• [What you are asked to do]:
Report all lines in the records that hold the string "lists".

• [Data in this exercise]:
==================================================

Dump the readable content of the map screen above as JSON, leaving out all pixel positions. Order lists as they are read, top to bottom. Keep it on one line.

==================================================

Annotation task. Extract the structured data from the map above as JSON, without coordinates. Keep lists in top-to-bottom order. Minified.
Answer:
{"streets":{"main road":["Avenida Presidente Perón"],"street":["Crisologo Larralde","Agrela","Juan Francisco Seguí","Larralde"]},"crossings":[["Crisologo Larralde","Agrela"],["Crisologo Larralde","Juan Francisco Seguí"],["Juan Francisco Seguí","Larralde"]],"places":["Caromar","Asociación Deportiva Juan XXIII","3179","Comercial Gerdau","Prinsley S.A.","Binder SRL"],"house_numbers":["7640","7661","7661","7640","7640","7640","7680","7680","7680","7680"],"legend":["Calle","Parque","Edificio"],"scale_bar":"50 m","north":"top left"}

==================================================

• [Exercise response]:
Dump the readable content of the map screen above as JSON, leaving out all pixel positions. Order lists as they are read, top to bottom. Keep it on one line.
Annotation task. Extract the structured data from the map above as JSON, without coordinates. Keep lists in top-to-bottom order. Minified.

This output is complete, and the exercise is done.